Alors que le sud de l'Irak souffre d'une terrible sécheresse, des éleveurs désespérés doivent vendre des animaux pour en garder d'autres en vie
Le fermier irakien Sayyed Sattar sait qu'il devra bientôt laisser partir une partie de ses buffles alors qu'il surveille le troupeau se baignant dans un étang en déclin près de la ville sainte de Najaf.
Alors que le sud de l'Irak souffre d'une terrible sécheresse, des éleveurs désespérés doivent brader des animaux pour en garder d'autres en vie.
Sattar, 52, a déjà vu certains de ses bisons mourir de soif.
Maintenant, dans le but d'empêcher que d'autres se perdent, il est obligé de dire au revoir à certaines de ses bêtes précieuses.
"Avec l'argent, nous pourrons acheter de l'eau et du foin pour le reste du troupeau, ", raconte-t-il à l'AFP, sa tête recouverte d'un foulard traditionnel keffieh noir et blanc.
Sattar est loin d'être le seul agriculteur touché par la sécheresse.
Les autorités locales estiment qu'environ 30 pour cent du bétail dans le sud du pays ont été perdus pendant la sécheresse, soit mourant de soif, soit vendu à l'abattoir.
C'est un coup dur pour les 475 estimés, 000 familles qui vivent de l'élevage dans le sud du pays touché par le conflit.
Recherche d'eau
Berger Ali, 24, ne comprend que trop bien les défis à relever.

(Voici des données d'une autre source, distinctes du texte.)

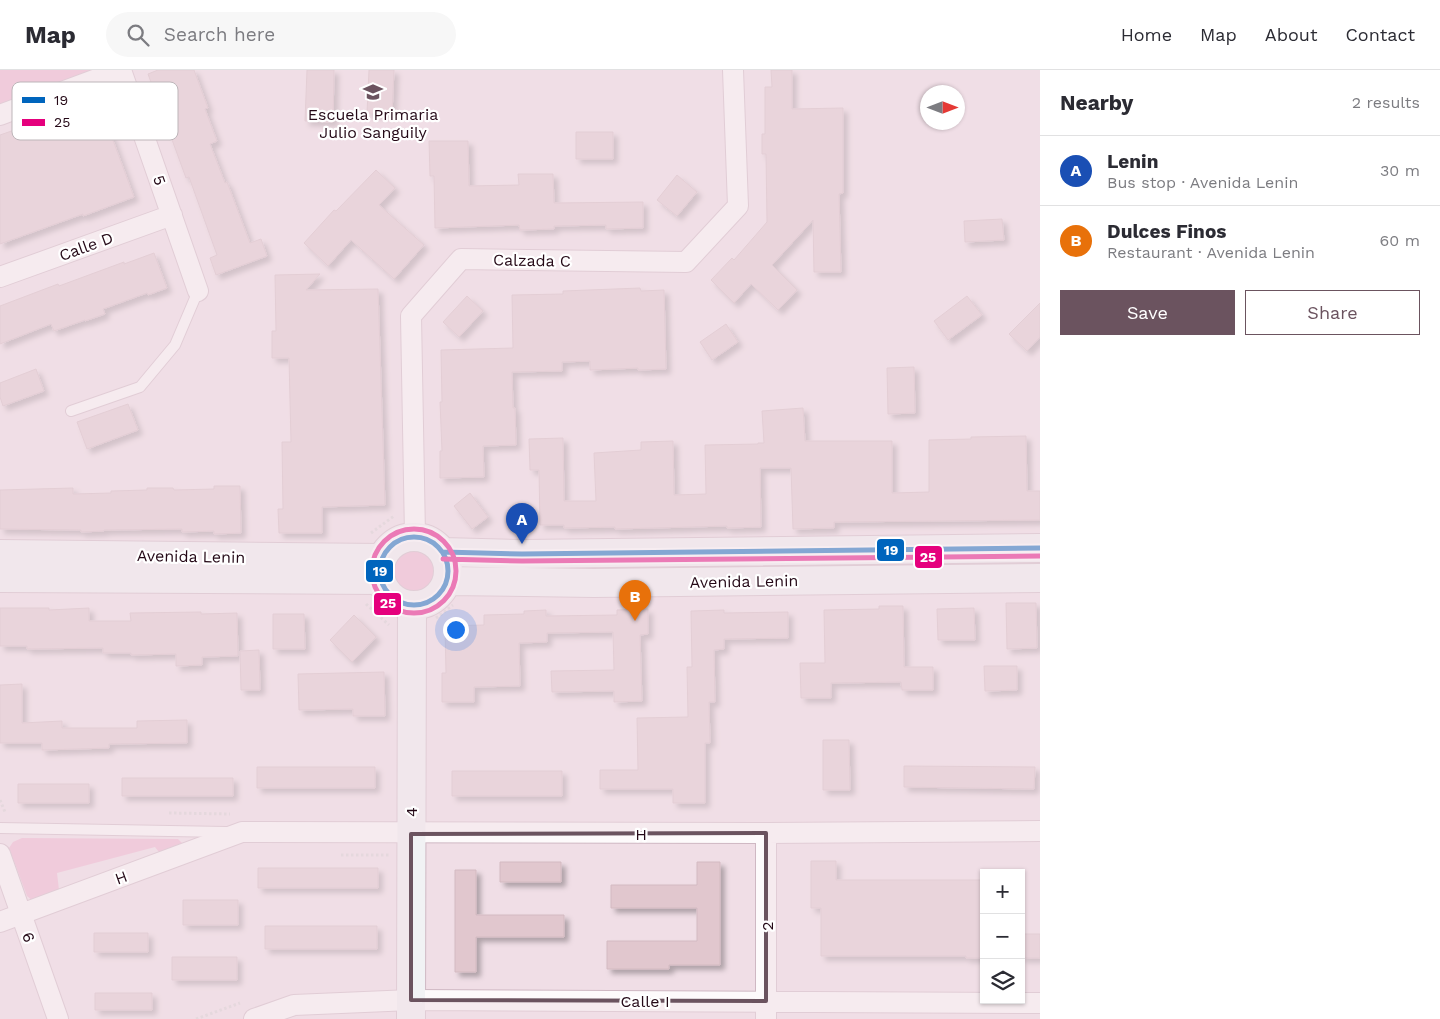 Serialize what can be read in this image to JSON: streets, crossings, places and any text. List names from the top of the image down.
{
  "streets": {
    "street": [
      "5",
      "Calle D",
      "Calzada C",
      "Avenida Lenin",
      "4",
      "H",
      "2",
      "6",
      "Calle I"
    ]
  },
  "crossings": [
    ["5", "Calle D"],
    ["Calzada C", "Avenida Lenin"],
    ["Calzada C", "4"],
    ["Avenida Lenin", "4"],
    ["4", "H"],
    ["4", "Calle I"],
    ["H", "2"],
    ["H", "6"],
    ["2", "Calle I"]
  ],
  "places": {
    "school or university": ["Escuela Primaria Julio Sanguily"]
  },
  "lines": ["transit line 25", "transit line 19"],
  "legend": ["19", "25"],
  "north": "right",
  "page": {
    "header": "Map",
    "search": "Search here",
    "nav": [
      "Home",
      "Map",
      "About",
      "Contact"
    ],
    "heading": ["Nearby", "2 results"],
    "list": [
      {
        "mark": "A",
        "name": "Lenin",
        "note": "Bus stop · Avenida Lenin",
        "value": "30 m"
      },
      {
        "mark": "B",
        "name": "Dulces Finos",
        "note": "Restaurant · Avenida Lenin",
        "value": "60 m"
      }
    ],
    "buttons": ["Save", "Share"],
    "pins": ["A", "B"],
    "map_buttons": ["+", "−"]
  }
}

Il doit parcourir des distances de plus en plus grandes avec son troupeau pour trouver de l'eau.
Autour de lui, les canaux se sont asséchés et la terre craquelée, vider les conduites d'eau, et l'herbe morte témoignent du peu d'options dont disposent actuellement les agriculteurs.
Le manque d'eau est douloureux dans une zone qui faisait autrefois partie du soi-disant « croissant fertile »

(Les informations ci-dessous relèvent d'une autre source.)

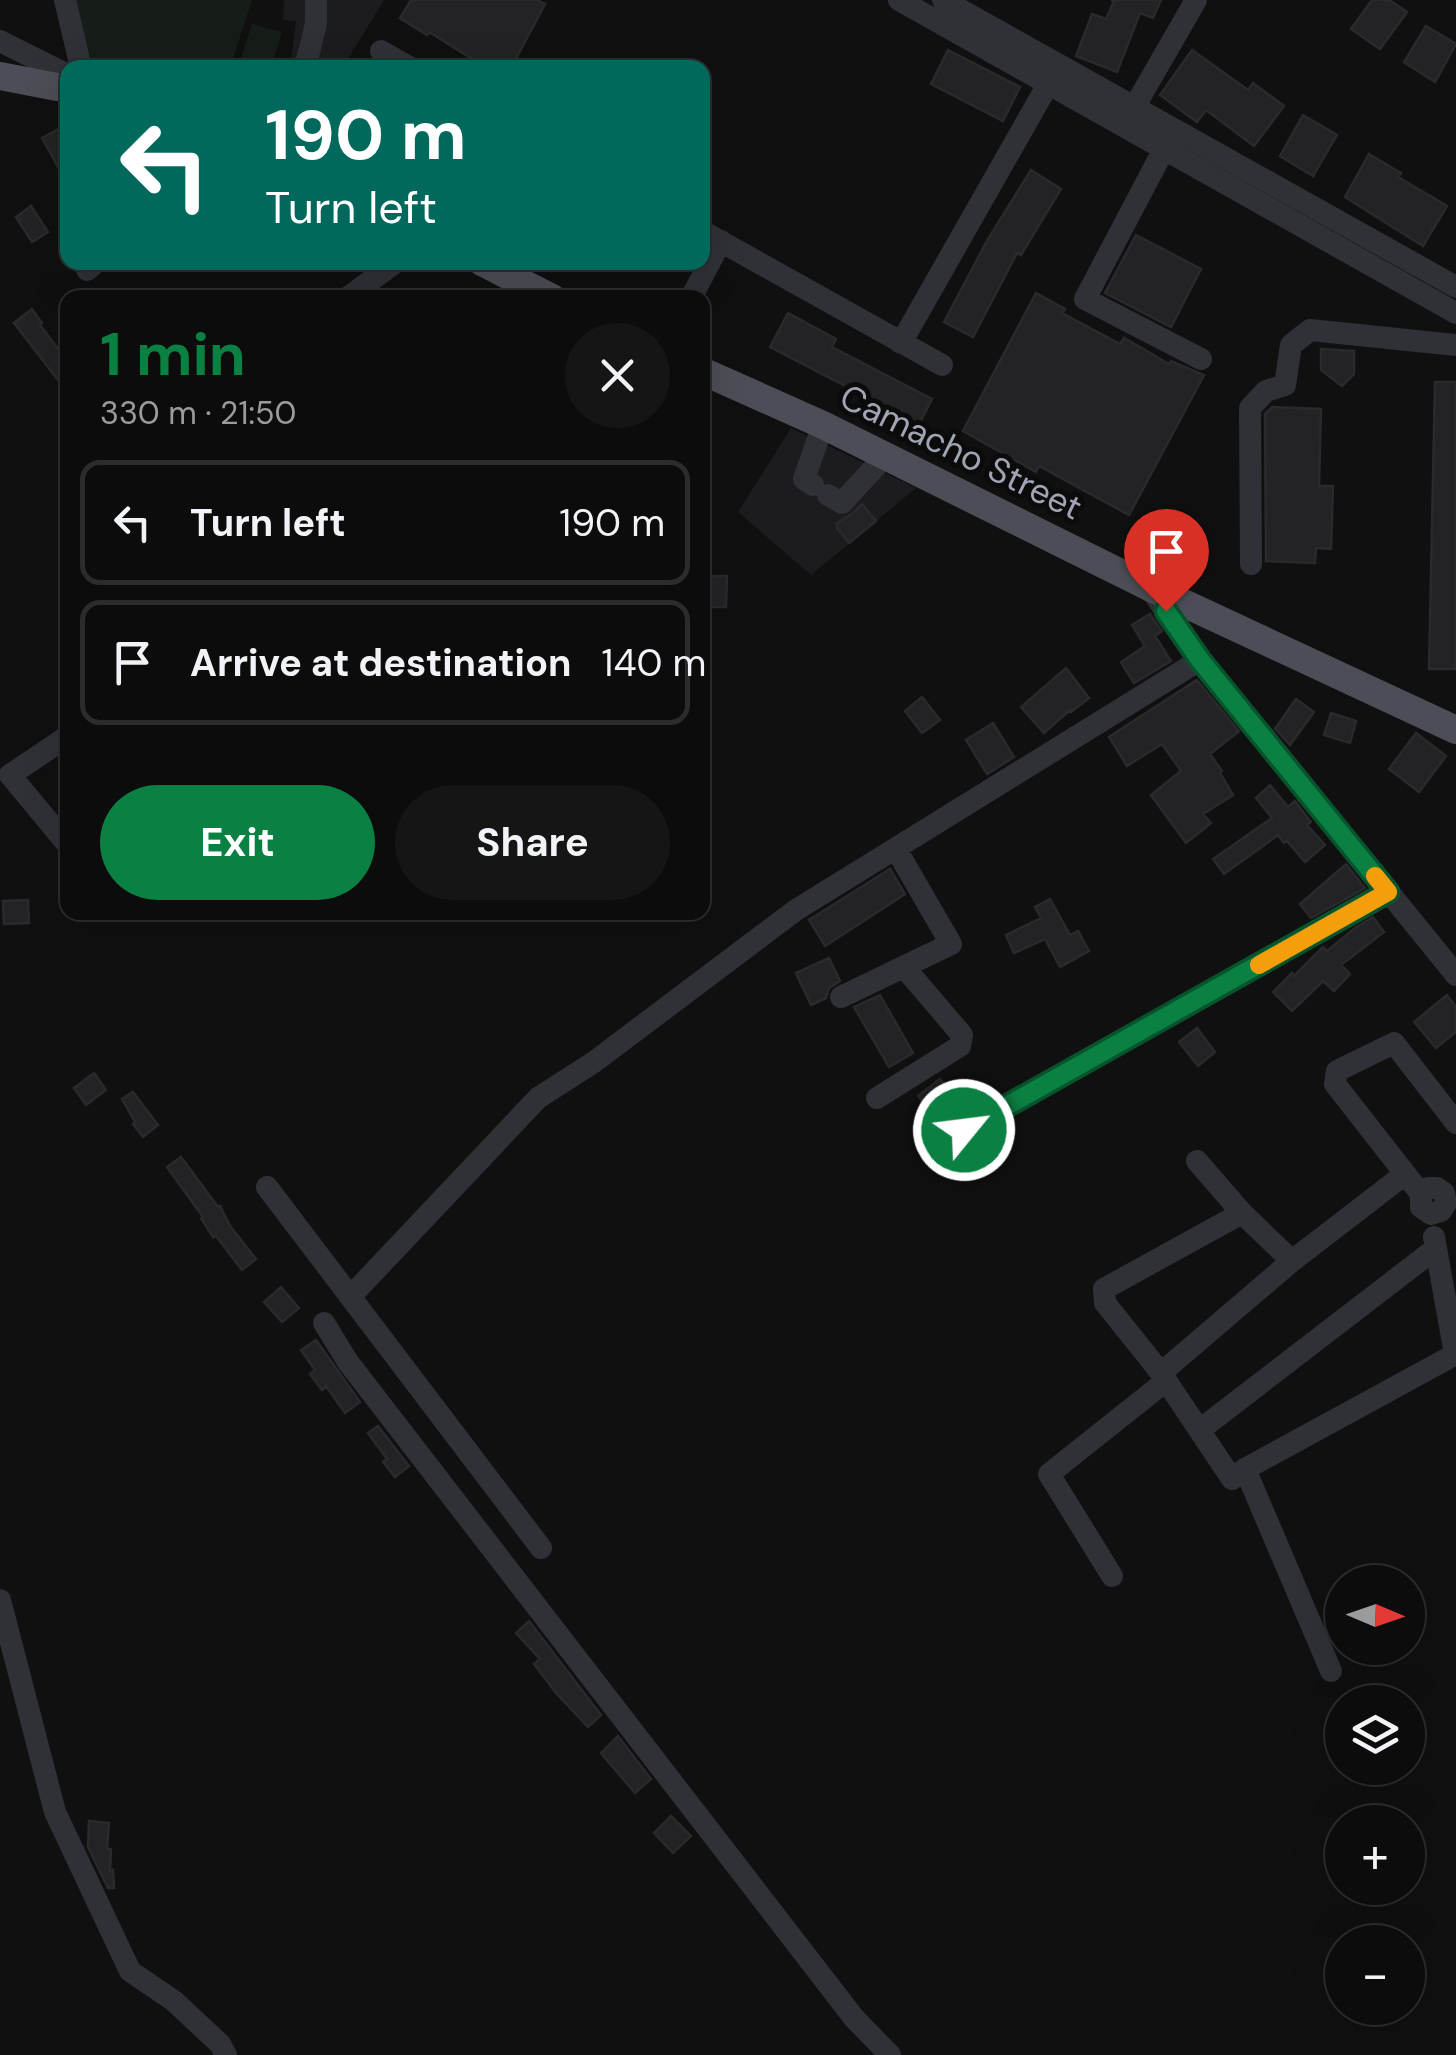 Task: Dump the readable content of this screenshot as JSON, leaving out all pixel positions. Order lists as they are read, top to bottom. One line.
{"streets":{"main road":["Camacho Street"]},"north":"right","page":{"turn":["190 m","Turn left"],"heading":["1 min","330 m · 21:50"],"list":[{"name":"Turn left","value":"190 m"},{"name":"Arrive at destination","value":"140 m"}],"buttons":["Exit","Share"],"map_buttons":["+","−"]}}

Pour étancher la soif de leurs animaux, ils doivent payer, et le prix de l'eau a grimpé en flèche, il dit.
Le manque d'eau est douloureux dans une zone qui faisait autrefois partie du soi-disant "croissant fertile".

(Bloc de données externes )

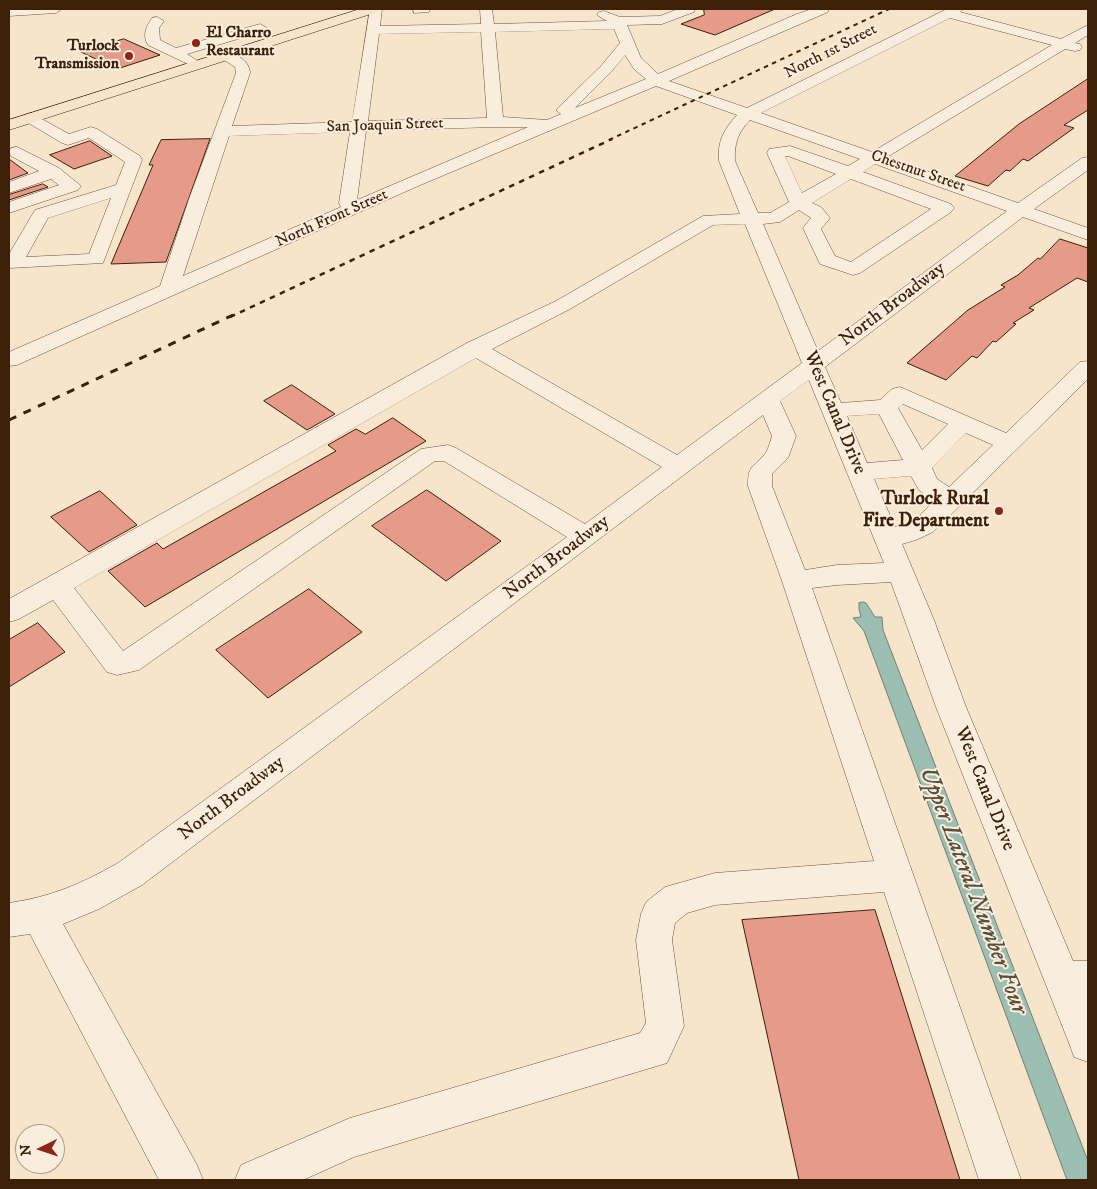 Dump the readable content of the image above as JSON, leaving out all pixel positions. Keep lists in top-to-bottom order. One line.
{"streets":{"street":["North 1st Street","San Joaquin Street","Chestnut Street","North Front Street","North Broadway","West Canal Drive"]},"crossings":[["North 1st Street","Chestnut Street"],["North 1st Street","West Canal Drive"],["San Joaquin Street","North Front Street"],["Chestnut Street","North Broadway"],["Chestnut Street","West Canal Drive"],["North Broadway","West Canal Drive"]],"water":["Upper Lateral Number Four"],"places":["El Charro Restaurant","Turlock Transmission","Turlock Rural Fire Department"],"north":"left"}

Surnommé le "pays des deux fleuves" en raison de la présence du puissant Tigre et de l'Euphrate, L'Irak a vu ses réserves d'eau diminuer pendant des années.
Cette année, les précipitations ont été particulièrement rares et les réservoirs ne sont actuellement remplis qu'à 10 pour cent.
Au-delà des causes naturelles, il y a aussi un facteur humain qui aggrave le problème :le partage des ressources en eau au niveau régional.
Les voisins iraniens et turcs ont en effet détourné plusieurs rivières et affluents qui servaient à irriguer l'Irak.
Le récent lancement du barrage turc d'Ilisu sur le Tigre a porté un nouveau coup dur à l'agriculture irakienne et, en juin, les autorités ont été contraintes de prendre une décision ferme.
Le ministère de l'Agriculture a suspendu la culture du riz, maïs et autres céréales qui consomment beaucoup d'eau.
'Exode'
Pour aider à garder le bétail abreuvé, des camions circulent dans le sud de l'Irak, proposant de remplir les réservoirs en plastique autour des étables pour 20 $ (17 euros).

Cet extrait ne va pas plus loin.